● What is needed: Return exactly those lines of the material below that fall between the line holding "Task: Read the" and the line holding "Serialize what can", inclusive.

● Extracted material:

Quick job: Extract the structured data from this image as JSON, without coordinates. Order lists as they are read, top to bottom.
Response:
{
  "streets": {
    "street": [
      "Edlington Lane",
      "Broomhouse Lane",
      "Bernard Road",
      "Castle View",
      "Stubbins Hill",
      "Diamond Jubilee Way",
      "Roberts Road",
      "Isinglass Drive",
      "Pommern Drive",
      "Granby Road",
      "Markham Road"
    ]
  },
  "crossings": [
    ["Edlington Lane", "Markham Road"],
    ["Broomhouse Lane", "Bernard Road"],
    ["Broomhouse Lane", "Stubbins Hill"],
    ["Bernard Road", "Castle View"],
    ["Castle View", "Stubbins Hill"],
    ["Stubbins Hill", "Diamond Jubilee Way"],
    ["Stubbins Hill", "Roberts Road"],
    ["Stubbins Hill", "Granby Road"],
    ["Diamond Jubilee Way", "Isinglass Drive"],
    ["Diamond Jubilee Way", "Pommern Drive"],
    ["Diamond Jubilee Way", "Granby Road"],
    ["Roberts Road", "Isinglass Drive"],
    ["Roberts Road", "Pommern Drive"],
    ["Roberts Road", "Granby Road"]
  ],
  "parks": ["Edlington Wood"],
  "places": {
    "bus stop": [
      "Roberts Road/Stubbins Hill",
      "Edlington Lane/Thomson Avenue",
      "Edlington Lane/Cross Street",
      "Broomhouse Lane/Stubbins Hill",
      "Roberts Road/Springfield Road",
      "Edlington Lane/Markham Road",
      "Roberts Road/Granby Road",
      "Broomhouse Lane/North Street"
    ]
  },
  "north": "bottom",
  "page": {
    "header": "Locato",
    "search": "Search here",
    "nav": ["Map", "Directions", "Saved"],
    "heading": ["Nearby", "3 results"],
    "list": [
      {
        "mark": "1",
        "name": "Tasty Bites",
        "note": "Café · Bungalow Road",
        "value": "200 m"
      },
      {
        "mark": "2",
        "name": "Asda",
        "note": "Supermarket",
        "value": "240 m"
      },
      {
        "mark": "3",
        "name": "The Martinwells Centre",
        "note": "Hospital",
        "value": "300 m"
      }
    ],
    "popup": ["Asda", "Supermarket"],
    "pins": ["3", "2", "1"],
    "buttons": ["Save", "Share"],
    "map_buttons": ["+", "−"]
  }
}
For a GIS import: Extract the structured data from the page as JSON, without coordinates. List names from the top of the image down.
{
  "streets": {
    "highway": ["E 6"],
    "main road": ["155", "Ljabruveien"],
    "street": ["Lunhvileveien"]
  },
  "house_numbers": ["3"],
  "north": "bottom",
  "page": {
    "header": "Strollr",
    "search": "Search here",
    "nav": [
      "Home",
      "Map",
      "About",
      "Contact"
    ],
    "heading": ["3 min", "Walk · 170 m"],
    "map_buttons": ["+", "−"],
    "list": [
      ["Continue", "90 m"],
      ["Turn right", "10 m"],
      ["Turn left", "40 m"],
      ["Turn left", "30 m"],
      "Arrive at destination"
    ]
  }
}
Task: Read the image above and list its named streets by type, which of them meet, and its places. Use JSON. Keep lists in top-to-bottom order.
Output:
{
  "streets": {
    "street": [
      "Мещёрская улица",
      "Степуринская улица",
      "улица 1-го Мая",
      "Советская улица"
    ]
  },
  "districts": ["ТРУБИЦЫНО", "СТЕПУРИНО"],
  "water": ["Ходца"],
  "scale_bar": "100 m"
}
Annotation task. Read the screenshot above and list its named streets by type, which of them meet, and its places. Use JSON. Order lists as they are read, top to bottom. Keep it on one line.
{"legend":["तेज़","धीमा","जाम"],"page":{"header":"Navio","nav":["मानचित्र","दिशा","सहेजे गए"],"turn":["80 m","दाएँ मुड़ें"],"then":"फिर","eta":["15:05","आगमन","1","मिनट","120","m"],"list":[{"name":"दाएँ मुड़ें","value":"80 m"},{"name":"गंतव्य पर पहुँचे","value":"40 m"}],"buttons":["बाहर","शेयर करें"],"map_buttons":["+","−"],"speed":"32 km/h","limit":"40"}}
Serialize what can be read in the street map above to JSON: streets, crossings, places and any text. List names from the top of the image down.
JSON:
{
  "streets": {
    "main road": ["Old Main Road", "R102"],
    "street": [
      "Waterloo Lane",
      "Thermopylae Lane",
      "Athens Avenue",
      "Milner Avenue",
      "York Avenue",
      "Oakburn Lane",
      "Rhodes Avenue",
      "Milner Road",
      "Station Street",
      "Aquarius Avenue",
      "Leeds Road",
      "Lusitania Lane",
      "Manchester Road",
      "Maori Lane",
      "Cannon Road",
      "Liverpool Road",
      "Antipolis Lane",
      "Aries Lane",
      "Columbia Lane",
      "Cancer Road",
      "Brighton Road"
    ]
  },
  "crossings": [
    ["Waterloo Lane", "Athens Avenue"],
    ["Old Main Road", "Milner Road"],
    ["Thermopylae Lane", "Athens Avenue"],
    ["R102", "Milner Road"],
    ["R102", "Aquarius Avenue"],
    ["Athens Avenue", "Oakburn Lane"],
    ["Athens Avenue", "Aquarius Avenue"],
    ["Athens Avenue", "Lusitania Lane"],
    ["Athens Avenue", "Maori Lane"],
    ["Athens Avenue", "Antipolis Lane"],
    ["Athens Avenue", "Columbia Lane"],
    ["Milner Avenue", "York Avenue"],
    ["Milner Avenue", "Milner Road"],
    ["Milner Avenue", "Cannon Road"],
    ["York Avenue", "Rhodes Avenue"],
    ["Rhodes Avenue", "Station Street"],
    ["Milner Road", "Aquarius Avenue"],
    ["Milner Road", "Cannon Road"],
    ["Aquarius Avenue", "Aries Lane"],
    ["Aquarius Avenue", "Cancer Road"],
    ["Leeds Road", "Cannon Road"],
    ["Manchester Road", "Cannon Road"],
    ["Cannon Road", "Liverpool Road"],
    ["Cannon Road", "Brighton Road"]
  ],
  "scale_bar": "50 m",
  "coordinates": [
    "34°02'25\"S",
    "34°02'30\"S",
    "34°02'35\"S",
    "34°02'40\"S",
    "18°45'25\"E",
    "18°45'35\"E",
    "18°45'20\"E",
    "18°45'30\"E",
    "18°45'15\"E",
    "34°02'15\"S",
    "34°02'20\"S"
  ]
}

● Task solution:
Task: Read the image above and list its named streets by type, which of them meet, and its places. Use JSON. Keep lists in top-to-bottom order.
Output:
{
  "streets": {
    "street": [
      "Мещёрская улица",
      "Степуринская улица",
      "улица 1-го Мая",
      "Советская улица"
    ]
  },
  "districts": ["ТРУБИЦЫНО", "СТЕПУРИНО"],
  "water": ["Ходца"],
  "scale_bar": "100 m"
}
Annotation task. Read the screenshot above and list its named streets by type, which of them meet, and its places. Use JSON. Order lists as they are read, top to bottom. Keep it on one line.
{"legend":["तेज़","धीमा","जाम"],"page":{"header":"Navio","nav":["मानचित्र","दिशा","सहेजे गए"],"turn":["80 m","दाएँ मुड़ें"],"then":"फिर","eta":["15:05","आगमन","1","मिनट","120","m"],"list":[{"name":"दाएँ मुड़ें","value":"80 m"},{"name":"गंतव्य पर पहुँचे","value":"40 m"}],"buttons":["बाहर","शेयर करें"],"map_buttons":["+","−"],"speed":"32 km/h","limit":"40"}}
Serialize what can be read in the street map above to JSON: streets, crossings, places and any text. List names from the top of the image down.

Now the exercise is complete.